The multitalented and consistently amazing Carey Mulligan singing New York, New York in the new film Shame. (Heartbreaking and haunting and so beautiful.)  



(Also, I've managed to lose the source of the photo. If anyone knows who took it, I beg you to tell me.) 


Sunday, 1 January 2012

2011: a musical retrospective



Adele: 21
Alex Turner: Submarine EP
Arctic Monkeys: Suck It and See 
Bon Iver: Bon Iver 
The Decemberists: The King Is Dead
James Blake: James Blake
Noah and the Whale: Last Night on Earth
Regina: Soita mulle
Scandinavian Music Group: Manner
St. Vincent: Strange Mercy
tUnE-yArDs:  w h o k i l l
Veronica Maggio: Satan i gatan 




(Honorary mentions
Asa Masa, King Krule, Azealia Banks, 
The Antlers, Beyoncé and Eleanor Friedberger)

Saturday, 24 December 2011

a very merry



I'm non-religious to my bones, but there's something about this hymn (especially when it's sung by the glorious Sufjan Stevens and accompanied by a banjo) that makes me weak in the knees and strong in the heart.
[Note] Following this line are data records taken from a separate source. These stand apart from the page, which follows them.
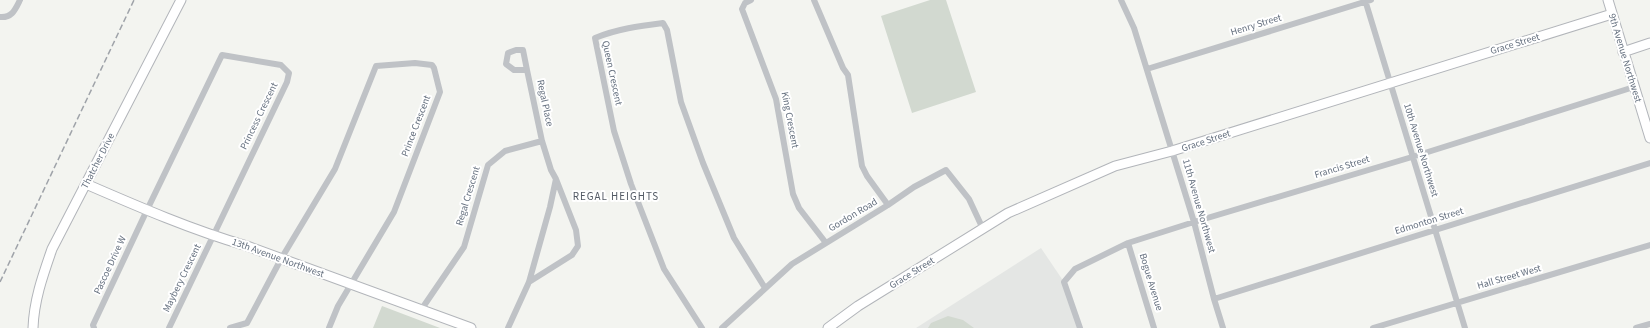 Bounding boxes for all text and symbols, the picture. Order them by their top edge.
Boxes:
street label: Henry Street [1229,10,1284,39]
street label: 9th Avenue Northwest [1605,12,1645,105]
street label: Grace Street [1489,30,1542,58]
street label: Queen Crescent [598,39,626,107]
street label: Regal Place [533,78,557,128]
street label: Princess Crescent [237,80,282,152]
street label: King Crescent [778,91,802,150]
street label: Prince Crescent [398,93,434,159]
street label: 10th Avenue Northwest [1400,101,1442,199]
street label: Grace Street [1180,126,1233,156]
street label: Thatcher Drive [78,131,118,191]
street label: Francis Street [1313,152,1372,182]
street label: 11th Avenue Northwest [1179,157,1219,255]
street label: Regal Crescent [452,164,484,227]
district label: REGAL HEIGHTS [573,189,659,204]
street label: Gordon Road [826,195,880,235]
street label: Edmonton Street [1393,204,1466,238]
street label: Pascoe Drive W [90,233,130,296]
street label: 13th Avenue Northwest [230,235,327,281]
street label: Maybery Crescent [159,241,205,314]
street label: Bogue Avenue [1136,251,1166,313]
street label: Grace Street [887,253,938,292]
street label: Hall Street West [1475,261,1543,293]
May you all have the very best of Christmases.

Friday, 23 December 2011

the eve of the eve



I thought these pictures from Ezra Jack Keats's children's book (published in 1962) might bring holiday cheer to one and all.



The snow here melted as swiftly as it snowed down. But I've been making mince pies and playing Christmas songs, and I've hung my stocking already, and nothing will discourage me now.


I'm on holiday and there's finally no shortage of time. There are hours for sleep and for reading and cooking and simply being. I've banished all thoughts of revision and work out of my head, for just a while.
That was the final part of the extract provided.